- _Work request_: Copy each line of the material in which the word "panel" appears.

- _Input_:
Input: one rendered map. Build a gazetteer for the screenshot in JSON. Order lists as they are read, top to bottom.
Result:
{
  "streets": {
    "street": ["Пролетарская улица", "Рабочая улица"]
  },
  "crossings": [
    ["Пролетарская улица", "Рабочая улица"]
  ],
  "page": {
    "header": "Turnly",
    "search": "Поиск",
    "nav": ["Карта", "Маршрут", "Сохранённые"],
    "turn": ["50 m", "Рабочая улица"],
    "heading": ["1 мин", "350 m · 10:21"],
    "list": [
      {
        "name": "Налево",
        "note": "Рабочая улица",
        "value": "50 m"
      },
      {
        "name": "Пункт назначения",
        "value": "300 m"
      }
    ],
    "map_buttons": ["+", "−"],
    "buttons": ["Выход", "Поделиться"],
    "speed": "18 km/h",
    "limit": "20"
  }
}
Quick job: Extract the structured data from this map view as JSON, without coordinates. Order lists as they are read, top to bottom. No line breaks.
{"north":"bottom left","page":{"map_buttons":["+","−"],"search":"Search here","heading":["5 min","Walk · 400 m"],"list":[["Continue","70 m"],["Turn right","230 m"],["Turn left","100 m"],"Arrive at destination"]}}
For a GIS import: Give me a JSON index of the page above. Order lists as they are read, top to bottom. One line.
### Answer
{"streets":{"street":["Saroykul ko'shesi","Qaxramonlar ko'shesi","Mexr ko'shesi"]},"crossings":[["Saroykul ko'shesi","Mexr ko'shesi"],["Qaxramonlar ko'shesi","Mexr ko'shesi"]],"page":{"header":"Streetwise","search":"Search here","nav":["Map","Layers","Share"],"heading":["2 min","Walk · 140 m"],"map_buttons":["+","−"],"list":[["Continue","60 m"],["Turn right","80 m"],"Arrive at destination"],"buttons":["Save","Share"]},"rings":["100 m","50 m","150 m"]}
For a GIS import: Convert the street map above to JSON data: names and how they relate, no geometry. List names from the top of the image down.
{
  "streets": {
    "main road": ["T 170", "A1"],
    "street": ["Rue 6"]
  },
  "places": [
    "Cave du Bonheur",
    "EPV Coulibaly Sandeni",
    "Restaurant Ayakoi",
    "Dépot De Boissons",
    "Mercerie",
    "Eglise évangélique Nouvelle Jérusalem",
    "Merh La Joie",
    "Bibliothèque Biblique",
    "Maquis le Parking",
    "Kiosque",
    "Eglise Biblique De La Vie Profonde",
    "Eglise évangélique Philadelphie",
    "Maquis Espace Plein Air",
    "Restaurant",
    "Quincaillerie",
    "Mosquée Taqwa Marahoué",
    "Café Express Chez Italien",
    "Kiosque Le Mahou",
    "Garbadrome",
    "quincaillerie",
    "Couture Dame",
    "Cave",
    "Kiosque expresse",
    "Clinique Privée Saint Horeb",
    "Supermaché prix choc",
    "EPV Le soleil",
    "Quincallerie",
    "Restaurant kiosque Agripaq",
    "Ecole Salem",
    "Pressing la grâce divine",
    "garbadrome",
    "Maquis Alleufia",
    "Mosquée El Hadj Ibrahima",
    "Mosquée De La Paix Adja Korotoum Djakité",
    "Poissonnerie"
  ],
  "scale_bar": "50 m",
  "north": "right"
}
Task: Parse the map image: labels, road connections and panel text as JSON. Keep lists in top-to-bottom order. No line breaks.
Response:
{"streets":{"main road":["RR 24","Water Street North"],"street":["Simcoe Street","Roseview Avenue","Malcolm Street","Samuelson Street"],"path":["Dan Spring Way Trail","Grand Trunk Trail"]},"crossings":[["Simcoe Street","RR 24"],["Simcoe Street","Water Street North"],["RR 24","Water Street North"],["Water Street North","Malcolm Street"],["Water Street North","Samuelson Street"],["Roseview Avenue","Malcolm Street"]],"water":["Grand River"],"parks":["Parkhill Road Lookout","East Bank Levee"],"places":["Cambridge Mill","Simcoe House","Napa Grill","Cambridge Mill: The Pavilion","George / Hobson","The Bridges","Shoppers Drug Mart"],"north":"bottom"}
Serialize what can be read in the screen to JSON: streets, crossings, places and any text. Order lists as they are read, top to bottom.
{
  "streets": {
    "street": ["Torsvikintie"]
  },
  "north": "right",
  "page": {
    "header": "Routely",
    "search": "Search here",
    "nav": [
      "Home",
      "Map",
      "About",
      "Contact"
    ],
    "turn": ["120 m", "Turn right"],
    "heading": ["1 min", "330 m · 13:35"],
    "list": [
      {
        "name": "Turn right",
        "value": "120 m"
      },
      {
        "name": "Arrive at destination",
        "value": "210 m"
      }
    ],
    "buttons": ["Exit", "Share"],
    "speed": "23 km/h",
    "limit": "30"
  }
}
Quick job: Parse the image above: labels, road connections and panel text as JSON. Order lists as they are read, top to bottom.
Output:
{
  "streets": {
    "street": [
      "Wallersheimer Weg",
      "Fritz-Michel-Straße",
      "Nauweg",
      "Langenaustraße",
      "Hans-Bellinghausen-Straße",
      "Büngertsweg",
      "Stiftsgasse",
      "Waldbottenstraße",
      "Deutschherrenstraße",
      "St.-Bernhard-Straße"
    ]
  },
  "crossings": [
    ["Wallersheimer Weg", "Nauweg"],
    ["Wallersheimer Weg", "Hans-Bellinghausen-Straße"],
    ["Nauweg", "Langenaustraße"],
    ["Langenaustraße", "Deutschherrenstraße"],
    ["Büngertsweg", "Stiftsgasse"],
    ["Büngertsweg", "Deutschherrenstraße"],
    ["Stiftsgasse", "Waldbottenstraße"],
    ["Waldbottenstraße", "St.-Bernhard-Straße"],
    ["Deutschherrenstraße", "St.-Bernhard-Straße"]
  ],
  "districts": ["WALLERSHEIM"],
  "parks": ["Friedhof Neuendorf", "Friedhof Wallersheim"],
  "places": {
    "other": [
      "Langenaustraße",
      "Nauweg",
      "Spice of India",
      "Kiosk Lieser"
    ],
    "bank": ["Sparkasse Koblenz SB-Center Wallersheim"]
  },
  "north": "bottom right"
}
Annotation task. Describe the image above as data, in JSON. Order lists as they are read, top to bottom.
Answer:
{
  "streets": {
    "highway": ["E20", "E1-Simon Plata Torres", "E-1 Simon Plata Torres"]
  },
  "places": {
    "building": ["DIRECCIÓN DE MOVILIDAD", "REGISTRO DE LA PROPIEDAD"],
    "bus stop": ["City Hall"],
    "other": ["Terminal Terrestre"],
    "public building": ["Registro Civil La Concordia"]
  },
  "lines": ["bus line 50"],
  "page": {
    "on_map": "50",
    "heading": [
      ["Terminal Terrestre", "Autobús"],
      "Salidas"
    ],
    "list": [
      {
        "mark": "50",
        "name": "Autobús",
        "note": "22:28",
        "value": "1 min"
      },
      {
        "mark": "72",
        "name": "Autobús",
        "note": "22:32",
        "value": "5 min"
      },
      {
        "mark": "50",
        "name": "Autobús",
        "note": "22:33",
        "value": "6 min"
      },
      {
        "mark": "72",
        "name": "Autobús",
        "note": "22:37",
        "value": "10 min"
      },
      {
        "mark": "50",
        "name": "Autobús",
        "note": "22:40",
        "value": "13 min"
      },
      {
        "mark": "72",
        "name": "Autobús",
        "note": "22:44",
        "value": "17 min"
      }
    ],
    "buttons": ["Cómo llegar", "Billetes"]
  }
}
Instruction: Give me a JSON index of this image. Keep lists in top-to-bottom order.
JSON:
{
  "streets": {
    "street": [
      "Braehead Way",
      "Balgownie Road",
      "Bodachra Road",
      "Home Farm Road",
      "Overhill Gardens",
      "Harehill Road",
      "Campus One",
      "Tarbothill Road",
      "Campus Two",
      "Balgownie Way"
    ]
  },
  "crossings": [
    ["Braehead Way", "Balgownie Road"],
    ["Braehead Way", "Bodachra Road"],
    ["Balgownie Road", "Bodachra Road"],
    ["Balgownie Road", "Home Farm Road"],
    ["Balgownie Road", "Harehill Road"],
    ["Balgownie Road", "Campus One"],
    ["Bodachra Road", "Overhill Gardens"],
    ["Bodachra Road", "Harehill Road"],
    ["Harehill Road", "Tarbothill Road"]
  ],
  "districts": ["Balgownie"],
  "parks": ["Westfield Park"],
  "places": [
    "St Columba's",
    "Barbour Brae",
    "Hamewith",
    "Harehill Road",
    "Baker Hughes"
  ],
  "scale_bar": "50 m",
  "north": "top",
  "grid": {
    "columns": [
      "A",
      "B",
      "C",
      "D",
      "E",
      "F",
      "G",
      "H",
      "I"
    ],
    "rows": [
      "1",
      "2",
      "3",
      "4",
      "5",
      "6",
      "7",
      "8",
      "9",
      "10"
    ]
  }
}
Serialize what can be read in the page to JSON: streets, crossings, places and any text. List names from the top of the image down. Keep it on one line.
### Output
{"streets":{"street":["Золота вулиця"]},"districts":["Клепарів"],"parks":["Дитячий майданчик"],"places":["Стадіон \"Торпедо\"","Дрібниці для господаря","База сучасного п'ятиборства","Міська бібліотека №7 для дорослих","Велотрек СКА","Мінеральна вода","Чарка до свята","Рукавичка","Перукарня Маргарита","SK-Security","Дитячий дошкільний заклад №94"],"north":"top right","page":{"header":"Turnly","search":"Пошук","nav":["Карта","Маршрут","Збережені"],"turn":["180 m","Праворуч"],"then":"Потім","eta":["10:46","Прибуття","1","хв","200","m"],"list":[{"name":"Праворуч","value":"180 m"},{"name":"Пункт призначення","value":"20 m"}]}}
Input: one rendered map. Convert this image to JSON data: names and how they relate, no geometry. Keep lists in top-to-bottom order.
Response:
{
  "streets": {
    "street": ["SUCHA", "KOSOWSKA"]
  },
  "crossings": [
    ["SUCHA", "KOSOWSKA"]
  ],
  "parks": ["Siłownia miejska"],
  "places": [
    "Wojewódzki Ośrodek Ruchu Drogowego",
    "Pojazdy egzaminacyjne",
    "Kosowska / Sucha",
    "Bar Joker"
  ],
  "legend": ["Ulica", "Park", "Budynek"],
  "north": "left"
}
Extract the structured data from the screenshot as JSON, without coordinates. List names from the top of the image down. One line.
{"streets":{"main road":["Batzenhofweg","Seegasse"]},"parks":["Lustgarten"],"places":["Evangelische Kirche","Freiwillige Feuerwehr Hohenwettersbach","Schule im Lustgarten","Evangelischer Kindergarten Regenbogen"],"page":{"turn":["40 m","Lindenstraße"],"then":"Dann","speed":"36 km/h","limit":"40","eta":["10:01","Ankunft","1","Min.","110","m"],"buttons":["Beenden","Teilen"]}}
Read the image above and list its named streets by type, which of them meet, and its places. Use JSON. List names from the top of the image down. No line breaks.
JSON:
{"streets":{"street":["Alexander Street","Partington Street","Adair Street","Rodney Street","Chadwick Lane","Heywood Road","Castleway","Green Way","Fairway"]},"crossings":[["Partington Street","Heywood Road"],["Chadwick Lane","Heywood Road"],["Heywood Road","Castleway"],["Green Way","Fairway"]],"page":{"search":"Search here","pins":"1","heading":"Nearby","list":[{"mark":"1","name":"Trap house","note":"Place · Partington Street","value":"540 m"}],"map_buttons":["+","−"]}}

- _Answer for this exercise_:
Task: Parse the map image: labels, road connections and panel text as JSON. Keep lists in top-to-bottom order. No line breaks.
Quick job: Parse the image above: labels, road connections and panel text as JSON. Order lists as they are read, top to bottom.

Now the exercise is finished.